- **TASK ITEM**:
Your reply should consist solely of the lines from the start of the material below through the line containing "Detect all labels, symbols", reproduced exactly.

****************

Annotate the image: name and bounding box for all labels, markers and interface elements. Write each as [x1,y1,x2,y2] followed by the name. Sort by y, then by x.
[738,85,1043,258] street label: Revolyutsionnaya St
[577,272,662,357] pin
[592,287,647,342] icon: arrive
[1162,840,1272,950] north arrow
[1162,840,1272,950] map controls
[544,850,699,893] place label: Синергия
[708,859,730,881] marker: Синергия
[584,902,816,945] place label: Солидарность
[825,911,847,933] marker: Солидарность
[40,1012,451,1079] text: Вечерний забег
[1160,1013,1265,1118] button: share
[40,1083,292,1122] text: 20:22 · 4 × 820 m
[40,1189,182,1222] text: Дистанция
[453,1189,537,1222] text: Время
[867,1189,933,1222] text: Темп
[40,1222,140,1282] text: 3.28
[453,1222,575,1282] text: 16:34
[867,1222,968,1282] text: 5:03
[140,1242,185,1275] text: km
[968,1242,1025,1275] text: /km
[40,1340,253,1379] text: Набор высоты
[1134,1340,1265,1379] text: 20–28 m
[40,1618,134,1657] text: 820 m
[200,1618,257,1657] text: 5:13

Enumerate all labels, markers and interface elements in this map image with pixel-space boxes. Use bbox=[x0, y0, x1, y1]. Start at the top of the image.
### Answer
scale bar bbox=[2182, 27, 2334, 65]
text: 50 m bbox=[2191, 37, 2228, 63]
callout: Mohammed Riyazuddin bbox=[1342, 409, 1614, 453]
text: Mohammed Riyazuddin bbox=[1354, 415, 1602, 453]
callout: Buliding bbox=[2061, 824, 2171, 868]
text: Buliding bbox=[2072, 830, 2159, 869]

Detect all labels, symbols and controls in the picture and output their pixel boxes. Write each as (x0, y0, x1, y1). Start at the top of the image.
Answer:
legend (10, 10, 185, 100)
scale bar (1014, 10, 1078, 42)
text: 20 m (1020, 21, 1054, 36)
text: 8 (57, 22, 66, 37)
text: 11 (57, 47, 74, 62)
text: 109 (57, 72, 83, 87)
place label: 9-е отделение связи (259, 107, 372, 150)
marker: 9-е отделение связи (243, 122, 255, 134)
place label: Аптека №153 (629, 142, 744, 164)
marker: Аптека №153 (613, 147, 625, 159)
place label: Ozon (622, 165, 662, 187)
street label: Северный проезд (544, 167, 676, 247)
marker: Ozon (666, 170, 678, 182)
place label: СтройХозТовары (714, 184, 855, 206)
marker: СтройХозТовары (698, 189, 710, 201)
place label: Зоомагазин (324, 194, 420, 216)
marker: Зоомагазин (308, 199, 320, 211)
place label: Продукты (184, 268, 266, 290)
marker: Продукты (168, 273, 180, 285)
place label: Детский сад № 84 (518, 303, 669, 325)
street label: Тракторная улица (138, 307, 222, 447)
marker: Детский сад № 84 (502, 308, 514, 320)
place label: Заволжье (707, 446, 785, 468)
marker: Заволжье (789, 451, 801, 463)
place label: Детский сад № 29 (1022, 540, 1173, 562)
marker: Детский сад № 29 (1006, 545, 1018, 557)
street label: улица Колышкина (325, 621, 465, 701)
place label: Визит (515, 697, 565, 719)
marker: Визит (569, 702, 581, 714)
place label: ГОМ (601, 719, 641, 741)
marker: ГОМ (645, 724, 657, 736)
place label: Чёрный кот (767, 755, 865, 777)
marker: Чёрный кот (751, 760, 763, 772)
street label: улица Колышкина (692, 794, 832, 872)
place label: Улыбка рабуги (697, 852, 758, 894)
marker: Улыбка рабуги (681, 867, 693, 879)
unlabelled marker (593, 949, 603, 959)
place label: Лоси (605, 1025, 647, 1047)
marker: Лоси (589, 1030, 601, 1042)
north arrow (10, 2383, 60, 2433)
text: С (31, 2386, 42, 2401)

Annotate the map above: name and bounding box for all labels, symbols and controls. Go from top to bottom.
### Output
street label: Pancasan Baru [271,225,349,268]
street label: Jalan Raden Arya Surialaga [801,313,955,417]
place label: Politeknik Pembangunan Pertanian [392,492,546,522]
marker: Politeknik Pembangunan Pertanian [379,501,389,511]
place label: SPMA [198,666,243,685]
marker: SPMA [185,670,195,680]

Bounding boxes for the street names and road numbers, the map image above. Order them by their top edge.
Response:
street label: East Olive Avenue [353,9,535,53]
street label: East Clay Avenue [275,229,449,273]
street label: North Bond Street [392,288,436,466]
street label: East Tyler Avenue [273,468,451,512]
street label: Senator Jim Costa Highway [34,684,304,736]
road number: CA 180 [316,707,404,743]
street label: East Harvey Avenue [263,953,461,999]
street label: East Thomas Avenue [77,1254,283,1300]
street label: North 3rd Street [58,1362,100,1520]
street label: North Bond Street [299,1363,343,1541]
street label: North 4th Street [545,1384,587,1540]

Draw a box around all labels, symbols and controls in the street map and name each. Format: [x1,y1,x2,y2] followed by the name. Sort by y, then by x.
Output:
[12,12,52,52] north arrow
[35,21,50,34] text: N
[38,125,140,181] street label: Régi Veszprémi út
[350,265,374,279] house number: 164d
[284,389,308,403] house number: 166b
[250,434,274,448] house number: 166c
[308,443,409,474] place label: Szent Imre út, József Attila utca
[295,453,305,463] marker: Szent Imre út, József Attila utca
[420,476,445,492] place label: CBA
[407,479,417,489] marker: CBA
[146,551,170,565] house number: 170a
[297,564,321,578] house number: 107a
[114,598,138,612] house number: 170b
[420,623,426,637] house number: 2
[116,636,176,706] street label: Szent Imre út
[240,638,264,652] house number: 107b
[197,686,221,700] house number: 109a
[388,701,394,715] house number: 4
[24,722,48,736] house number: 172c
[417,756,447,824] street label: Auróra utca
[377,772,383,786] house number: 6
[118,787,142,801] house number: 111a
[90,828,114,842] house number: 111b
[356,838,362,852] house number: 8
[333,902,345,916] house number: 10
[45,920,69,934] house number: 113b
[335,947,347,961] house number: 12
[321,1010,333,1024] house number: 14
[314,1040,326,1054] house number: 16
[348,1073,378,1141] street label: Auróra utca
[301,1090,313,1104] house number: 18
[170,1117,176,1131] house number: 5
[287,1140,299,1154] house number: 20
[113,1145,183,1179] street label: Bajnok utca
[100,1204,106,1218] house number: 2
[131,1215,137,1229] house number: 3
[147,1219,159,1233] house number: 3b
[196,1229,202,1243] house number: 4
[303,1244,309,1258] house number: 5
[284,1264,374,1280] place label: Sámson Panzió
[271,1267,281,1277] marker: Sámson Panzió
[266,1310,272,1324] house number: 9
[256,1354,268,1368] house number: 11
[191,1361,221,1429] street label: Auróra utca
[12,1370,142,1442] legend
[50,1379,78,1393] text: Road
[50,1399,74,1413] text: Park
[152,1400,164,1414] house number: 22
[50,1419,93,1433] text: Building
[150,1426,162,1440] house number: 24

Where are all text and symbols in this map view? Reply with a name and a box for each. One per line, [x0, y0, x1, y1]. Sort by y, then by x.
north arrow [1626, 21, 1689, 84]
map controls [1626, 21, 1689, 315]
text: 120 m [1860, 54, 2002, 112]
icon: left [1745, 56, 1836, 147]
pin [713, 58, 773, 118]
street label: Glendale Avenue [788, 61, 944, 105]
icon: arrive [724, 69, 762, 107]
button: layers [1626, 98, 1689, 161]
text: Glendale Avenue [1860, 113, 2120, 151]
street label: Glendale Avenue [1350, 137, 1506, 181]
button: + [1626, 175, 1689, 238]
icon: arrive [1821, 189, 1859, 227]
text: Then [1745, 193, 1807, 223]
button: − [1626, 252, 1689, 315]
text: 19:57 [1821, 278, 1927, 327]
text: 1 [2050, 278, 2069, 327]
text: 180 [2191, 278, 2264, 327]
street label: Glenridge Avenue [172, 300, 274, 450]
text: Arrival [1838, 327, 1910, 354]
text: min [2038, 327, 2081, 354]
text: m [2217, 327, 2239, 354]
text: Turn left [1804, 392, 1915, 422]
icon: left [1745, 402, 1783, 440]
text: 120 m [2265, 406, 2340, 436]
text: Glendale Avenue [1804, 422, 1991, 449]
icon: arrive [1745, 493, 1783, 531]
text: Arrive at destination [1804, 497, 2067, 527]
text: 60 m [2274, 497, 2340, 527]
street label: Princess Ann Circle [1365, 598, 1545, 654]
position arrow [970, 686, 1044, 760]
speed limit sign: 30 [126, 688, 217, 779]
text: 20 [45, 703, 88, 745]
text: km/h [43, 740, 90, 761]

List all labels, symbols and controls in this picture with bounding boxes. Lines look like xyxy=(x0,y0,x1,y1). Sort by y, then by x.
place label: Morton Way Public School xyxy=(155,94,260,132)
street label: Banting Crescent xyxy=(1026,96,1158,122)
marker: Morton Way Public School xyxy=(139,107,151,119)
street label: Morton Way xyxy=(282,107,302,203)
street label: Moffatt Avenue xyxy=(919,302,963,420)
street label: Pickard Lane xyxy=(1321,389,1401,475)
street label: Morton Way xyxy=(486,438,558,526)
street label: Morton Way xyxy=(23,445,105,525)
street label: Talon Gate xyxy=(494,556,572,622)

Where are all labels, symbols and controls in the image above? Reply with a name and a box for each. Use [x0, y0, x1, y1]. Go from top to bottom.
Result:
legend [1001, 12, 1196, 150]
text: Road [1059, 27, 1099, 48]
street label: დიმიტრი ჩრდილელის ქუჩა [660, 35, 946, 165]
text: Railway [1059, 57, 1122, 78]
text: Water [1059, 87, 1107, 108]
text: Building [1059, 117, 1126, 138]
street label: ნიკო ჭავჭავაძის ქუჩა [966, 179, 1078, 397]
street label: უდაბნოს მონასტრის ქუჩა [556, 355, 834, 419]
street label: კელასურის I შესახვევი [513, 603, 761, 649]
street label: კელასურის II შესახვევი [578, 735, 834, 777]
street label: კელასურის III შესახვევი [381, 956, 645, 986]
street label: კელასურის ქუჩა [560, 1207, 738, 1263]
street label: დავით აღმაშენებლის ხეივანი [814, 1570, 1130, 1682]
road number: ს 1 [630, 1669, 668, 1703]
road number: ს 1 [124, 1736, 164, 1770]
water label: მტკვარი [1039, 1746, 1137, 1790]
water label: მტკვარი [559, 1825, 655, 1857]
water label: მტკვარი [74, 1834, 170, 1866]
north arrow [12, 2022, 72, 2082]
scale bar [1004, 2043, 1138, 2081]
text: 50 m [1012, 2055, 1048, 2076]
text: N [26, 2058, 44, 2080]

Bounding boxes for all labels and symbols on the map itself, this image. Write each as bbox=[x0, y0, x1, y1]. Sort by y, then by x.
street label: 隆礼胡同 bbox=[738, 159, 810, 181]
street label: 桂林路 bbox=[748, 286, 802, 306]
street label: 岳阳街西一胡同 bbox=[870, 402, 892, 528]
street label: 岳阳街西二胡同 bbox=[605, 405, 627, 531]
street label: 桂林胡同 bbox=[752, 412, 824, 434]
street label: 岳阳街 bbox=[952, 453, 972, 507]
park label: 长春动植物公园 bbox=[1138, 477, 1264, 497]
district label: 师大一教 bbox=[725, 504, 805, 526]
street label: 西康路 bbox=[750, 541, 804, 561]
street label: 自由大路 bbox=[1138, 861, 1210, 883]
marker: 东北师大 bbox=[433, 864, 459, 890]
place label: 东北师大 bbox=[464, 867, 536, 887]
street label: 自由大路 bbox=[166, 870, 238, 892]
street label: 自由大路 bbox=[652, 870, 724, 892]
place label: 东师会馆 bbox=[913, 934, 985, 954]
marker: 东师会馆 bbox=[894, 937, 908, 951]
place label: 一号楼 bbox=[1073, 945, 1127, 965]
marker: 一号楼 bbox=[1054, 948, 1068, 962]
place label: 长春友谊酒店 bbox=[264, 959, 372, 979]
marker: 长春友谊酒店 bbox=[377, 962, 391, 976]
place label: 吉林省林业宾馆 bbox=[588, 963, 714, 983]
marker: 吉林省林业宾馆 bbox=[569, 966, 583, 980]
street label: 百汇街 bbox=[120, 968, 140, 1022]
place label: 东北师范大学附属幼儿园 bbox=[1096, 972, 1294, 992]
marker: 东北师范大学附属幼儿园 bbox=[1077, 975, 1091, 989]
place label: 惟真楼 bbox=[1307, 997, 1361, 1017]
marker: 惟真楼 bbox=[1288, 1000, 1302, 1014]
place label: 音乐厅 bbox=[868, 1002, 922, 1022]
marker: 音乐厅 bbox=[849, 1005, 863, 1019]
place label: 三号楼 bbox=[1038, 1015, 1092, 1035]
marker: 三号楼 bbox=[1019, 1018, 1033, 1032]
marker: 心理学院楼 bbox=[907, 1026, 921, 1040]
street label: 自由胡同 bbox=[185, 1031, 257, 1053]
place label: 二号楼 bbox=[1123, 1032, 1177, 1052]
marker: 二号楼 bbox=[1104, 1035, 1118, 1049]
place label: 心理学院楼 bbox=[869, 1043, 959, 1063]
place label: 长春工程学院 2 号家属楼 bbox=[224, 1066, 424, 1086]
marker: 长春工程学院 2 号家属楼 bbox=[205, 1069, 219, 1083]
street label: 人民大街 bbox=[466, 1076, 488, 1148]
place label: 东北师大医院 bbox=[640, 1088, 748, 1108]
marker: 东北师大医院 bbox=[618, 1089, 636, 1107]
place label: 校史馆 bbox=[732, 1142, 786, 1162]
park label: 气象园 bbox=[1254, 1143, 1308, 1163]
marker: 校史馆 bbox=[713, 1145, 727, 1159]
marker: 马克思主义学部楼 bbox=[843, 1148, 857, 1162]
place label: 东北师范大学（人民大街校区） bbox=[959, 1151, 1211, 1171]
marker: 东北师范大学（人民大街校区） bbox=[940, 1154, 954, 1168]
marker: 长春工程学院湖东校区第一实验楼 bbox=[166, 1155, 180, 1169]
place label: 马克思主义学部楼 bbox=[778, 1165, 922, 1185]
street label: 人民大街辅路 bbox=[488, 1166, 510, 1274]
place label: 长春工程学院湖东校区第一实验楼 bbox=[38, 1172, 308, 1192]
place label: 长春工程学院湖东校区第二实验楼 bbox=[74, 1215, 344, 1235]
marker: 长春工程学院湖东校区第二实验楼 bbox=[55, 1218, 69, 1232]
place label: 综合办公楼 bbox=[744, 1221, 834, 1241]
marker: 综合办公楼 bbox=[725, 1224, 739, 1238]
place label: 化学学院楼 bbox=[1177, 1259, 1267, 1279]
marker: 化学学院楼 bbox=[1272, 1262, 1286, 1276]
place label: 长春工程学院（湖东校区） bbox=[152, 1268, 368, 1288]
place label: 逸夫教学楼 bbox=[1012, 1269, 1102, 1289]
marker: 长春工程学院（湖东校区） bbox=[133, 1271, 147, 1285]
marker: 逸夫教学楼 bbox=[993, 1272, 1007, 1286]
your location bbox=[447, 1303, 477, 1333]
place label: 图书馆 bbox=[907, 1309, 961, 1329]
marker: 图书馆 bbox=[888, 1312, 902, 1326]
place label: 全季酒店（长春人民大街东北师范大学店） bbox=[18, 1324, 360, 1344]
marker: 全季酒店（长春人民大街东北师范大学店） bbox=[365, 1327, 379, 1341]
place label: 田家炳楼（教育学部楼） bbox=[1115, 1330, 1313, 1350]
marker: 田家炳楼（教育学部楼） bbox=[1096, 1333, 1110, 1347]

****************

- **RESPONSE FOR THIS EXERCISE**:
Annotate the image: name and bounding box for all labels, markers and interface elements. Write each as [x1,y1,x2,y2] followed by the name. Sort by y, then by x.
[738,85,1043,258] street label: Revolyutsionnaya St
[577,272,662,357] pin
[592,287,647,342] icon: arrive
[1162,840,1272,950] north arrow
[1162,840,1272,950] map controls
[544,850,699,893] place label: Синергия
[708,859,730,881] marker: Синергия
[584,902,816,945] place label: Солидарность
[825,911,847,933] marker: Солидарность
[40,1012,451,1079] text: Вечерний забег
[1160,1013,1265,1118] button: share
[40,1083,292,1122] text: 20:22 · 4 × 820 m
[40,1189,182,1222] text: Дистанция
[453,1189,537,1222] text: Время
[867,1189,933,1222] text: Темп
[40,1222,140,1282] text: 3.28
[453,1222,575,1282] text: 16:34
[867,1222,968,1282] text: 5:03
[140,1242,185,1275] text: km
[968,1242,1025,1275] text: /km
[40,1340,253,1379] text: Набор высоты
[1134,1340,1265,1379] text: 20–28 m
[40,1618,134,1657] text: 820 m
[200,1618,257,1657] text: 5:13

Enumerate all labels, markers and interface elements in this map image with pixel-space boxes. Use bbox=[x0, y0, x1, y1]. Start at the top of the image.
### Answer
scale bar bbox=[2182, 27, 2334, 65]
text: 50 m bbox=[2191, 37, 2228, 63]
callout: Mohammed Riyazuddin bbox=[1342, 409, 1614, 453]
text: Mohammed Riyazuddin bbox=[1354, 415, 1602, 453]
callout: Buliding bbox=[2061, 824, 2171, 868]
text: Buliding bbox=[2072, 830, 2159, 869]

Detect all labels, symbols and controls in the picture and output their pixel boxes. Write each as (x0, y0, x1, y1). Start at the top of the image.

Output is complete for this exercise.